Apsaras Arts’s 2017 production Anjaneyam- Hanuman’s Ramayana received an encore re-rerun, albeit on an online platform, Sistic Live as part of a tie-up with Esplanade, Theatres on the Bay’s featuring three Singapore-made productions from the Chinese, Malay and Indian community. Over eight days, from 24 May to 31 May, patrons could purchase tickets to watch the full production at their leisure. A large number of new patrons, both local and international were able to access this link and Apsaras Arts received much feedback and accolades for this work that featured an ensemble of close to 200 cast and crew who worked tirelessly to create this high-energy production. Digital outreach is now expected to exist in the new-normal as arts companies engage with viewers in the post Covid19 age. As technology and access gains momentum, we can expect more digital offerings and this is a trend that Apsaras Arts is preparing itself for in coming days.

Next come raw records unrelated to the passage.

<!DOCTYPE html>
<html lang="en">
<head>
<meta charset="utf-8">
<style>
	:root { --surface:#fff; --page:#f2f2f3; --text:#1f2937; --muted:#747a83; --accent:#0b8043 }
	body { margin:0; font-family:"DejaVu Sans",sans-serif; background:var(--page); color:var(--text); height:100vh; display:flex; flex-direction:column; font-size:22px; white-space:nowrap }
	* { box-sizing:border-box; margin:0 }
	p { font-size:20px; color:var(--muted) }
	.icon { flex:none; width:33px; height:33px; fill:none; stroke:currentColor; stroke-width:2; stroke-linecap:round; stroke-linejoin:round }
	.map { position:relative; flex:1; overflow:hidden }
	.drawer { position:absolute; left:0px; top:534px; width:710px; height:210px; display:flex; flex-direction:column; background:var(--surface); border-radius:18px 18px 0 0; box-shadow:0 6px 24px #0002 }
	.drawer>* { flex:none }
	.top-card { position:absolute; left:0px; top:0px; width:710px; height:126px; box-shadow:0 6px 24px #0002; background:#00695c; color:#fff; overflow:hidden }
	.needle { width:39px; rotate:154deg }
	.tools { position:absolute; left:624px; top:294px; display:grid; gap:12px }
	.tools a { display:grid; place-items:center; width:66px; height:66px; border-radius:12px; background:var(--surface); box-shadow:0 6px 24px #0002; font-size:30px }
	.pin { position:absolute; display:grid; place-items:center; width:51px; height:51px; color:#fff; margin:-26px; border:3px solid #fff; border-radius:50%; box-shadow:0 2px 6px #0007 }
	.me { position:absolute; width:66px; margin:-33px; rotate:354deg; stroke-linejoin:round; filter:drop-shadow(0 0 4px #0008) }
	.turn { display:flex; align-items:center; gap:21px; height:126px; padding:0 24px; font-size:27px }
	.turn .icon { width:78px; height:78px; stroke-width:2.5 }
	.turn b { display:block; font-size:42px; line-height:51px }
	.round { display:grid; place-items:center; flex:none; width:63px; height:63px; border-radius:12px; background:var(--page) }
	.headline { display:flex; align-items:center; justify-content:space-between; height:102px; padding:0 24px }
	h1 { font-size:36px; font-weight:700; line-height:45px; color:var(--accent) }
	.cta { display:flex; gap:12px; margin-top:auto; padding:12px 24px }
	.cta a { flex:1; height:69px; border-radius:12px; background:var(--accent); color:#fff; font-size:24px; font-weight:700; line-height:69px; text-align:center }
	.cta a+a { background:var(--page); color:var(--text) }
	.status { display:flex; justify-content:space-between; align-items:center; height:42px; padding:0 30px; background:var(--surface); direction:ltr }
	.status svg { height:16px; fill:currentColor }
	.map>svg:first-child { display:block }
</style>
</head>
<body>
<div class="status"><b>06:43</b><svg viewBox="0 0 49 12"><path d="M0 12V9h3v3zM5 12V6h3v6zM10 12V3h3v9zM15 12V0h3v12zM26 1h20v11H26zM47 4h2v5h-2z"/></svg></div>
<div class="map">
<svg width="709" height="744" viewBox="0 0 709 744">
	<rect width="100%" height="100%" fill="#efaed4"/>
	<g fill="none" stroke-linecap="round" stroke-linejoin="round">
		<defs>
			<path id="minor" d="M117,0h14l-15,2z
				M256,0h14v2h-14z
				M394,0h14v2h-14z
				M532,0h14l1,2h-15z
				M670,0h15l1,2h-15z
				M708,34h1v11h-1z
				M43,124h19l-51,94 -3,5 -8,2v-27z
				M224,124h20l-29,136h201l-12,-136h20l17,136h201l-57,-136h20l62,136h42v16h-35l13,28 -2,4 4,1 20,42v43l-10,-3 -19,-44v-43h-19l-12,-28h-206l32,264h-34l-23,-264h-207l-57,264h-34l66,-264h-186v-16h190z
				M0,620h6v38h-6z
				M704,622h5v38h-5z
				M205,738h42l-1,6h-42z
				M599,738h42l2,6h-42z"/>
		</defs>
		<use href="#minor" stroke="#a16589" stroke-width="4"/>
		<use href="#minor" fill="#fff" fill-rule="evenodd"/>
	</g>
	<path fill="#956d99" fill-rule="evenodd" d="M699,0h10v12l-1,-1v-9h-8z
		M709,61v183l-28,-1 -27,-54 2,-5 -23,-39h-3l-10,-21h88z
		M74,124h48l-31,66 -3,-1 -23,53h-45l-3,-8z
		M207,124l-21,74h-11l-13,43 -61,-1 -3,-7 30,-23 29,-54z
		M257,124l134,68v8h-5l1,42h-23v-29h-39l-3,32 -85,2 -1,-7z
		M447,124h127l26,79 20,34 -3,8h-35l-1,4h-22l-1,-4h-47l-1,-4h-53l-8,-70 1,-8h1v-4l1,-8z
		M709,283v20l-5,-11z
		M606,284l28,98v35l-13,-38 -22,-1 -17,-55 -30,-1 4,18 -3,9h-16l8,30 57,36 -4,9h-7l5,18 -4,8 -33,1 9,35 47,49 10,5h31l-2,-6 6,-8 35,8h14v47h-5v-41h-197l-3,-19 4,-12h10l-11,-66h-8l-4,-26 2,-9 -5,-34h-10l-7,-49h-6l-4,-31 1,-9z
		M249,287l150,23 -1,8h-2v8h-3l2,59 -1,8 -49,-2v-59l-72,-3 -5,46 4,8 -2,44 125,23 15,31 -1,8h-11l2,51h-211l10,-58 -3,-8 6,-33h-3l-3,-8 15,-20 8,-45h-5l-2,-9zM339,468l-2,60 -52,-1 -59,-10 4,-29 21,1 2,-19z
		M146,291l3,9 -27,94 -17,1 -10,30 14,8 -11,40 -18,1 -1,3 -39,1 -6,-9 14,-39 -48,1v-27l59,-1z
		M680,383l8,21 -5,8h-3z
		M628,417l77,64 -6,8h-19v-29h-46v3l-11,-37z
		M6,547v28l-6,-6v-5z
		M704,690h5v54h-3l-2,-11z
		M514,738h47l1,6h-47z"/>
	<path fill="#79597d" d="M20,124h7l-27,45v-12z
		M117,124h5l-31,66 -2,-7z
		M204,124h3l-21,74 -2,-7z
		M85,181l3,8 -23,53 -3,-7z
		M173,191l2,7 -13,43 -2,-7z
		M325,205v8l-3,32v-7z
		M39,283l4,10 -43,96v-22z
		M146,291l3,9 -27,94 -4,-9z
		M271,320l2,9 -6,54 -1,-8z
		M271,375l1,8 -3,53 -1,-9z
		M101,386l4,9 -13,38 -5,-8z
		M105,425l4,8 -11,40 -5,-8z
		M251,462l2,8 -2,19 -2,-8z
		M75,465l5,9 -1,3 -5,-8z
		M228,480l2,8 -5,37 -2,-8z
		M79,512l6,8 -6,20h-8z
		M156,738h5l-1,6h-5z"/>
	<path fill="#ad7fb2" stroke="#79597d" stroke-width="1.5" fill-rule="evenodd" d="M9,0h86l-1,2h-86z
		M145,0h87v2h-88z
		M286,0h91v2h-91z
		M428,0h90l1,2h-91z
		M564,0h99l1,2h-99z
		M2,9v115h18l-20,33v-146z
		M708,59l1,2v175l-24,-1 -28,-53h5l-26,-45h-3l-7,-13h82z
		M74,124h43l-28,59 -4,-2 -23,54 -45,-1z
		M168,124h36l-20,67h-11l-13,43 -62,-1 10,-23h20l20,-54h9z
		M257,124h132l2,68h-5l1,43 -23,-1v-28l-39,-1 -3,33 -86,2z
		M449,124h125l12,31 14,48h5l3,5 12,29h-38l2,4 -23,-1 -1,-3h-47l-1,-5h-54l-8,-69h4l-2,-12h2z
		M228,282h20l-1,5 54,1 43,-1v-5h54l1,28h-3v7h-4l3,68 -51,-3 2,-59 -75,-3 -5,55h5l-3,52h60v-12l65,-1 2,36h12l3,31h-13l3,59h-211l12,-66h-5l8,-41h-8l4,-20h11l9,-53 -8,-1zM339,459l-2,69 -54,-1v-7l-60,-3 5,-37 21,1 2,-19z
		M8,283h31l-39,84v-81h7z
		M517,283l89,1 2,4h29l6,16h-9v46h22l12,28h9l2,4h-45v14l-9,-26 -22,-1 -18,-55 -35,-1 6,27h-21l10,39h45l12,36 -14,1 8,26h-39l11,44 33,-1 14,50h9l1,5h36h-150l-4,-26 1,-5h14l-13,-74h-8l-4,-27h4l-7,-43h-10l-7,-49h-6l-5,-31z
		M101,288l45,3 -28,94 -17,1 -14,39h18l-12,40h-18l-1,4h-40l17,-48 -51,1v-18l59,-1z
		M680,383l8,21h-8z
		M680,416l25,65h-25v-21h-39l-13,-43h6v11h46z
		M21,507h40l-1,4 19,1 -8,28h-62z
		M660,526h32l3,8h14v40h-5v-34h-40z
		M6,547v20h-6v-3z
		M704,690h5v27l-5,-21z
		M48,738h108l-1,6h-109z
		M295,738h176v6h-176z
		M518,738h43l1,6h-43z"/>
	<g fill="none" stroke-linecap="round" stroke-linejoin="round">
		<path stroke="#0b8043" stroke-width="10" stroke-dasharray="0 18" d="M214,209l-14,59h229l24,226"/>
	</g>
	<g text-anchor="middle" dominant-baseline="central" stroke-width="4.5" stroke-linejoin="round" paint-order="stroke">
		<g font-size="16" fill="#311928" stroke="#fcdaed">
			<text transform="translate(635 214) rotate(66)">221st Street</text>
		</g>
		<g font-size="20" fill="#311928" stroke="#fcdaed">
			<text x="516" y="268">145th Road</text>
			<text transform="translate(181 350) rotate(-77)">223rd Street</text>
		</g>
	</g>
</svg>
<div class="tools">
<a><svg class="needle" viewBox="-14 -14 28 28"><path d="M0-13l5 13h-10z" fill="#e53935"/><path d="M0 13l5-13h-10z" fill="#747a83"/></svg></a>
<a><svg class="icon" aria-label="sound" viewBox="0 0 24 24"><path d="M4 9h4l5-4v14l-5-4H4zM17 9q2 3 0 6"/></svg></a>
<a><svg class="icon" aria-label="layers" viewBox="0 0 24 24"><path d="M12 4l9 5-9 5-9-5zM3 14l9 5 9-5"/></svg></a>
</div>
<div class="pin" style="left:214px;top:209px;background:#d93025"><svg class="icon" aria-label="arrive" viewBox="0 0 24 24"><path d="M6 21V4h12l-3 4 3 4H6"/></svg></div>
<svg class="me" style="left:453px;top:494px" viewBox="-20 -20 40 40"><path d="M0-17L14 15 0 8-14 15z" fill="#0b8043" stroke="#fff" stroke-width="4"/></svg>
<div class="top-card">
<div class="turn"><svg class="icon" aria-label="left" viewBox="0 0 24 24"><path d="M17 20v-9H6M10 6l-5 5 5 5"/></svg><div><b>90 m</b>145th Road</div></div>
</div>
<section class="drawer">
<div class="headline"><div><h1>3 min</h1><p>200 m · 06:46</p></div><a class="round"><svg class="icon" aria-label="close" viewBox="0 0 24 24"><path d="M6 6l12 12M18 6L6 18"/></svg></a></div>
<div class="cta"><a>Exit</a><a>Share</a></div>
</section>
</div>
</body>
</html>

In the course of the week, reflective conversations on the production were organised to give greater insights on its making. Esplanade hosted a talk on 30 May, where Aravinth Kumarasamy who created this production and helmed its artistic direction, spoke at length on how this staging was made possible and the long-standing relationship Apsaras Arts has created in collaboration with Esplanade in the past 15 years with many innovative works. Do watch this conversation here:

Spotlight Series Session 4 with author and 
theatre personality, Gowri Ramnarayan

This session themed Shaping a Nayaka – evolving characters onstage was held on 31 May. Gowri Ramnarayan, using images from her theatre productions shared the thought process behind the techniques used to shape characters such as Yasodhara, the wife of Prince Gauthama and the use of thought provoking monologues on the characters from the epics such as Manthara, Urmila, Shantha and Soorpanaga, the lesser known heroines from the Ramayana. It was an absorbing session attended by over 60 participants. The Q & A helped dance practitioners to ask questions on how the stage can be used with images of these Nayakas through cloth, painting, lighting and choice of words in scripting and the importance of silence and pause within a performance which all help to create a spellbinding experience for an audience.